Alors que tout récemment le module russe Nauka avait rejoint l’ISS c’est un modèle américain cette fois qui s’apprête à rejoindre la station spatiale internationale. Ce vol était initialement prévu pour le 30 juillet 2021, mais ce deuxième vol d’essai du CST-100 Starliner, destiné aux vols habités vers la station spatiale internationale a été repoussé au 3 août. Créé par Boeing pour la Nasa, ce vaisseau commercial sera mis en orbite par le lanceur Atlas 5 de la base de Cap Canaveral, en Floride.

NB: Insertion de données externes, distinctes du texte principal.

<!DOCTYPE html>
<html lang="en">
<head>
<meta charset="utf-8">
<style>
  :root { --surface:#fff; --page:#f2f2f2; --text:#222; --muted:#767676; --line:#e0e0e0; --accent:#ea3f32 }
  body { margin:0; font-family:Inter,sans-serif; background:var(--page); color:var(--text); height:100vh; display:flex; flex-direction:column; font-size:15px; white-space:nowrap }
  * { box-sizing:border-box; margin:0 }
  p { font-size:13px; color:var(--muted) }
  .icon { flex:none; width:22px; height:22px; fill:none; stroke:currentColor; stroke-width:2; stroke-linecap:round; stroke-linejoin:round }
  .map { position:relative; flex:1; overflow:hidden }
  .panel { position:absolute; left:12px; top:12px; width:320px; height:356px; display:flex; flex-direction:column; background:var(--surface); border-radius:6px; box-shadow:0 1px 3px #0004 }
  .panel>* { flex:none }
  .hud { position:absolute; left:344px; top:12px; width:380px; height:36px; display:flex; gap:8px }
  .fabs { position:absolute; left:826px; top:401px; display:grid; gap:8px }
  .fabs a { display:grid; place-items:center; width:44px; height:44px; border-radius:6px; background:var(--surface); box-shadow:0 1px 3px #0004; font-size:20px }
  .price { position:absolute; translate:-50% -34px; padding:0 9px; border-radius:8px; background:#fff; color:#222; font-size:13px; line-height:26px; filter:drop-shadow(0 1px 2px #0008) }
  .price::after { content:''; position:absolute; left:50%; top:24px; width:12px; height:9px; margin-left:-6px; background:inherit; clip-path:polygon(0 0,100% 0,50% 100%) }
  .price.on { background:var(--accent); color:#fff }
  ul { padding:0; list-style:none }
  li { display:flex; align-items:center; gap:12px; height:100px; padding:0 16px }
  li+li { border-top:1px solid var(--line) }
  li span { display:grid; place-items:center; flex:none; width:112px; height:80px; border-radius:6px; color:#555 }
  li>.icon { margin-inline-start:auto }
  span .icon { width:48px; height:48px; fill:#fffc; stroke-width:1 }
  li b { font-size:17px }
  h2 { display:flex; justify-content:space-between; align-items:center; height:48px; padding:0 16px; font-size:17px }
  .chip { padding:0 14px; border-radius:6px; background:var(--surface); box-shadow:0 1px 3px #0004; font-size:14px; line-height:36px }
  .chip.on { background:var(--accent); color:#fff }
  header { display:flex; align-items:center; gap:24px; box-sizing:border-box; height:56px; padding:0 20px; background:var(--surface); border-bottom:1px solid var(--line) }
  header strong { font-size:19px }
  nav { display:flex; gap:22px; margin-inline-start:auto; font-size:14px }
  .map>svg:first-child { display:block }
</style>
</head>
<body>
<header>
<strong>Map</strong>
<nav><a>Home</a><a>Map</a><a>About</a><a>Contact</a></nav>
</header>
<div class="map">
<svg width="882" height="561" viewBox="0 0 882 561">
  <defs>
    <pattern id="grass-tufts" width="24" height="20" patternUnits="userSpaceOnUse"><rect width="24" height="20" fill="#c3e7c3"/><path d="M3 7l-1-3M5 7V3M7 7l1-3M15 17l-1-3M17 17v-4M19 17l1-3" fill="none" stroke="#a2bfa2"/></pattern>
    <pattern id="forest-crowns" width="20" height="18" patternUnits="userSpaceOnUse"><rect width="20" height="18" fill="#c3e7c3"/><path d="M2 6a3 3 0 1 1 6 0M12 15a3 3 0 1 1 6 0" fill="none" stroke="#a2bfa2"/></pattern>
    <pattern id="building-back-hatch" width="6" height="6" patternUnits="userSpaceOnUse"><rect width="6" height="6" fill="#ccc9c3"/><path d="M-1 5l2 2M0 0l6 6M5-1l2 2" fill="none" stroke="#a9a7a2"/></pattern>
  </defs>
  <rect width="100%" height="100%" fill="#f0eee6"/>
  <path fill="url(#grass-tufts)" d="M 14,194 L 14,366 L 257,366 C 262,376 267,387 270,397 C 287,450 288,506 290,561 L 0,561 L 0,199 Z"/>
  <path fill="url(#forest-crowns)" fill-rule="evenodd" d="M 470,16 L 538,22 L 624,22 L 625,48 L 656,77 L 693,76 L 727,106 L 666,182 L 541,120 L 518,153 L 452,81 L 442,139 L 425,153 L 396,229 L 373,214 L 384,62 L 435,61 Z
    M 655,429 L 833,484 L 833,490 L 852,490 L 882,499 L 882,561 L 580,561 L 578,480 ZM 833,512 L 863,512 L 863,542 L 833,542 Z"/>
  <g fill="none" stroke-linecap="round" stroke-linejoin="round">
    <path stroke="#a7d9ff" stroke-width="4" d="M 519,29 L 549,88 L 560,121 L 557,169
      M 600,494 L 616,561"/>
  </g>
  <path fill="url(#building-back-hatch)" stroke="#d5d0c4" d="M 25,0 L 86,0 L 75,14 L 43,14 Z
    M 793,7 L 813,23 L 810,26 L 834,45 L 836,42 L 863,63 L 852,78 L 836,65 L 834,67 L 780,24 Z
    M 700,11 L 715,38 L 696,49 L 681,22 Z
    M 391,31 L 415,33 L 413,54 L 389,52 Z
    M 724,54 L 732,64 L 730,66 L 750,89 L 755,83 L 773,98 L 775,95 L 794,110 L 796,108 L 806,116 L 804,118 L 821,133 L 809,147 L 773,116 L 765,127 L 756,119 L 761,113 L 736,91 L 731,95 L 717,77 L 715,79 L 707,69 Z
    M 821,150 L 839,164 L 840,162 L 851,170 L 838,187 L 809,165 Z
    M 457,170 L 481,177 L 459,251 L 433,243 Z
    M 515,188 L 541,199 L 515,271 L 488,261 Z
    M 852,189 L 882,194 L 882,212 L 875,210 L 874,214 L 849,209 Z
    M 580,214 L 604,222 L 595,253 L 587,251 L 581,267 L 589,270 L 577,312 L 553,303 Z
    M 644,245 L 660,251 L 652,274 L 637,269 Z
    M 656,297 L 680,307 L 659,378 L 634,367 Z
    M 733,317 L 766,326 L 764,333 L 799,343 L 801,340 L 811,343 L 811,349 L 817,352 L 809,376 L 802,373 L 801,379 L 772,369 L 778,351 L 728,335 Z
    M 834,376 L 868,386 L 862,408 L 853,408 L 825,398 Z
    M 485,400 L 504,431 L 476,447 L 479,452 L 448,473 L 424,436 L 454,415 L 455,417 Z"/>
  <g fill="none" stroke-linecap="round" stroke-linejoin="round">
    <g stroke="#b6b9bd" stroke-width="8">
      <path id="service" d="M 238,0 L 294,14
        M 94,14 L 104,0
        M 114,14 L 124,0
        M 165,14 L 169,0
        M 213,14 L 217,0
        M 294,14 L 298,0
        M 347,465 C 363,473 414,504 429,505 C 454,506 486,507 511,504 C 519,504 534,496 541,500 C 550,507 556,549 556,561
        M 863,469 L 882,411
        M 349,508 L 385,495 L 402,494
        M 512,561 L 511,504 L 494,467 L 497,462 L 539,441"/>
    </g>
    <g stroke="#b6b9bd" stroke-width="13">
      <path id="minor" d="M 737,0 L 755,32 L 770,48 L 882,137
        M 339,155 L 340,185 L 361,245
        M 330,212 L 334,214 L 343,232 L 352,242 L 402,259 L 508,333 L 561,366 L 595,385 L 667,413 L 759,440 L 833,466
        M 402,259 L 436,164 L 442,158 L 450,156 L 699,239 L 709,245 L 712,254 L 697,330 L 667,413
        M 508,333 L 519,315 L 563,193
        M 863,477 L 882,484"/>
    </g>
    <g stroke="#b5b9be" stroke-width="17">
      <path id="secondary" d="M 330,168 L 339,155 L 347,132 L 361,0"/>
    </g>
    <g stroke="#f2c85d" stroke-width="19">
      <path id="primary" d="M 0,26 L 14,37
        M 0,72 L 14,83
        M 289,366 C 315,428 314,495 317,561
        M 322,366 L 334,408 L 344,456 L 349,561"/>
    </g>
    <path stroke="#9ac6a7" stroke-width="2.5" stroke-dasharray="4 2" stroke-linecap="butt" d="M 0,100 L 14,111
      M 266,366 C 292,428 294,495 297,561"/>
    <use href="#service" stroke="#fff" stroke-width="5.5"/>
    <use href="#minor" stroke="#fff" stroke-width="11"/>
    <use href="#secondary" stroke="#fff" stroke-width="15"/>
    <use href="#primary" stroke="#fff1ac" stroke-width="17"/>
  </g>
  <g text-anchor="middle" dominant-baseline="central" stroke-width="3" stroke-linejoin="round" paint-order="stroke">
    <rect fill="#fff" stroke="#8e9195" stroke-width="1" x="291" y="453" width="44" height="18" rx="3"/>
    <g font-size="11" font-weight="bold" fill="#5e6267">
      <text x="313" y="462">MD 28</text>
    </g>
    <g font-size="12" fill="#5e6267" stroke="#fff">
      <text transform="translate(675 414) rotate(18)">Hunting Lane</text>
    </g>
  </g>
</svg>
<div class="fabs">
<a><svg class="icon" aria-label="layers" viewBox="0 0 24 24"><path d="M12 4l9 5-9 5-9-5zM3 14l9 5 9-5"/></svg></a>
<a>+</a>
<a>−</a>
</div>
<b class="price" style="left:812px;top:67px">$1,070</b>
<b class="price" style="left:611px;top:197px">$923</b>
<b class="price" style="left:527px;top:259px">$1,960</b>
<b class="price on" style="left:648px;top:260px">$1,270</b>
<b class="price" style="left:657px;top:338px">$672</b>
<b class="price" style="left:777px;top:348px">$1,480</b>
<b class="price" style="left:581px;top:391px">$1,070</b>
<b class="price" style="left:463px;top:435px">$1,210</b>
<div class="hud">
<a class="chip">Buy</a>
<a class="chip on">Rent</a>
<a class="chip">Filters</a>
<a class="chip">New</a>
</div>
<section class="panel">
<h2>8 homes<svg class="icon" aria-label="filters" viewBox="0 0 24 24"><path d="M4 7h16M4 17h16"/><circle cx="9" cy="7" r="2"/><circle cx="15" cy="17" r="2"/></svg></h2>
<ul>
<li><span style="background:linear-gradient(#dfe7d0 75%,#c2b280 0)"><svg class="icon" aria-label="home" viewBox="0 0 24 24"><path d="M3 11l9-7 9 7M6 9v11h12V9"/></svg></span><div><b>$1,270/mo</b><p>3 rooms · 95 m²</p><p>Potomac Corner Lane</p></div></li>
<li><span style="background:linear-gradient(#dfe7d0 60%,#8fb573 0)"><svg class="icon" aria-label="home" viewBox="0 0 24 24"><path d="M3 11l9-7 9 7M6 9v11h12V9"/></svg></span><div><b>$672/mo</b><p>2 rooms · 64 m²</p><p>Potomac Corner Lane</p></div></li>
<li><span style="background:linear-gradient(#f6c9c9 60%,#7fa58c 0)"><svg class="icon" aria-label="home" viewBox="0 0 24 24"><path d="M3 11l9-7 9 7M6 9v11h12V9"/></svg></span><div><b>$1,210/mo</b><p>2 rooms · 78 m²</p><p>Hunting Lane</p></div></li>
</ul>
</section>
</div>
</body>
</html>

Ce deuxième vol-test intervient plus d’un an et demi après l’échec, en décembre 2019, du premier vol lié à des défauts de logiciels de bord et de système de communication du vaisseau. Boeing a alors proposé à la Nasa de réaliser un autre vol d’essai sans équipage à ses frais.

UN VOL À FORT ENJEU

Suite à l’échec de la première tentative en 2019, Boeing s’est retrouvé fortement distancé par son rival Space X dans le domaine du transport d’astronautes. En effet depuis 2019, la société Space X a réussi ses essais, mais surtout, elle a lancé 3 équipages d’astronautes vers l’ISS. Ce vol est également important de par le coût financier qu’il représenterait surtout en cas d’échec. À titre d’exemple, l’échec de 2019 avait coûté à l’entreprise près de 410 millions de dollars. Ce vol a d’ailleurs fait l’objet d’une surveillance active de la part de la NASA qui au cours d’une enquête a localisé un total de 80 corrections nécessaires pour la préparation du Starliner. Enfin, un succès permettrait à Starliner de débuter les vols habités ce qui constitue une nouvelle étape cruciale pour le Starliner de Boeing.